Agonist-induced hump current production in heterologously-expressed human alpha4beta2-nicotinic acetylcholine receptors.

ABSTRACT

AIM: To characterize the functional and pharmacological features of agonist-induced hump currents in human alpha4beta2-nicotinic acetylcholine receptors (nAChR). METHODS: Whole-cell and outside-out patch recordings were performed using human alpha4beta2-nAChR heterologously expressed in stably-transfected, native nAChR-null subclonal human epithelial 1 (SH-EP1) cells. RT-PCR was used to test the mRNA expression of transfected nAChR. Homology modeling and acetylcholine (ACh) docking were applied to show the possible ACh-binding site in the channel pore. RESULTS: The rapid exposure of 10 mmol/L ACh induced an inward current with a decline from peak to steady-state. However, after the removal of ACh, an additional inward current, called phumpq current, reoccurred. The ability of agonists to produce these hump currents cannot be easily explained based on drug size, charge, acute potency, or actions as full or partial agonists. Hump currents were associated with a rebound increase in whole-cell conductance, and they had voltage dependence-like peak currents induced by agonist action.

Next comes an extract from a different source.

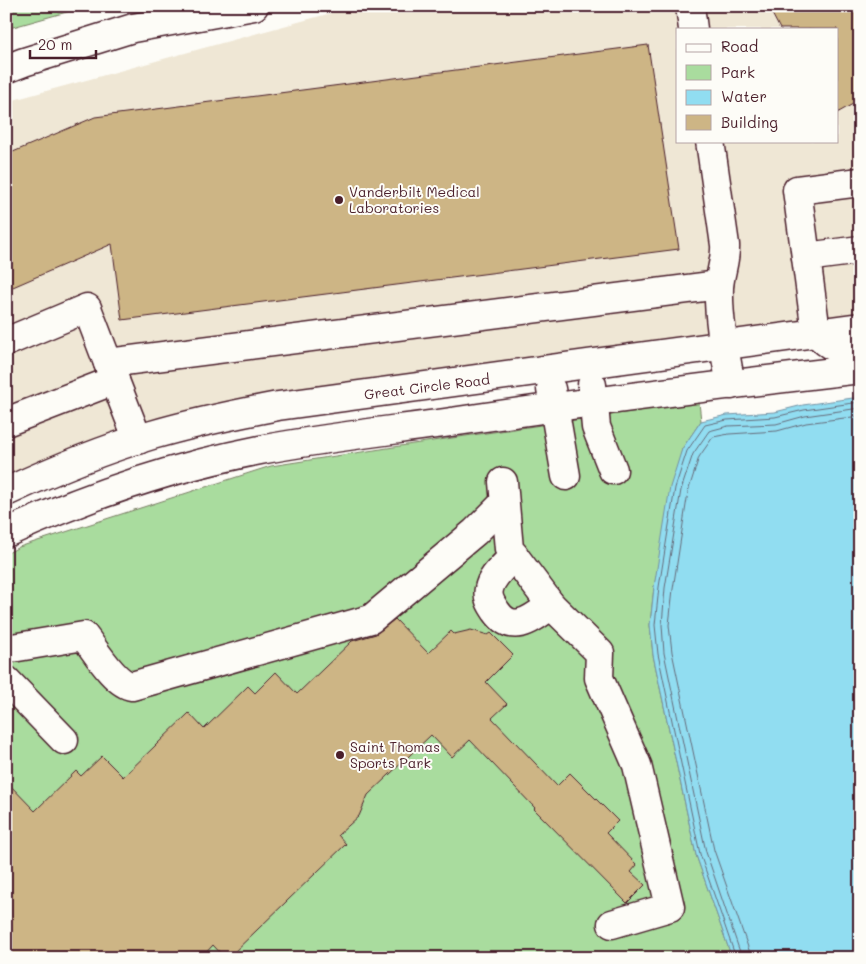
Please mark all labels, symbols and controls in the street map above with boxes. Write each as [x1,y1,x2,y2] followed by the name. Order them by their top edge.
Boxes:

Hump currents blocked by the alpha4beta2-nAChR antagonist dihydro-beta-erythroidine were reduced when alpha4beta2-nAChR were desensitized, and were more pronounced in the absence of external Ca2+. Outside-out single-channel recordings demonstrated that compared to 1 micromol/L nicotine, 100 micromol/L nicotine reduced channel current amplitude, shortened the channel mean open time, and prolonged the channel mean closed time, supporting an agonist-induced open-channel block before hump current production. A docking model also simulated the agonist-binding site in the channel pore. CONCLUSION: These results support the hypothesis that hump currents reflect a rapid release of agonists from the alpha4beta2-nAChR channel pore and a rapid recovery from desensitized alpha4beta2-nAChR.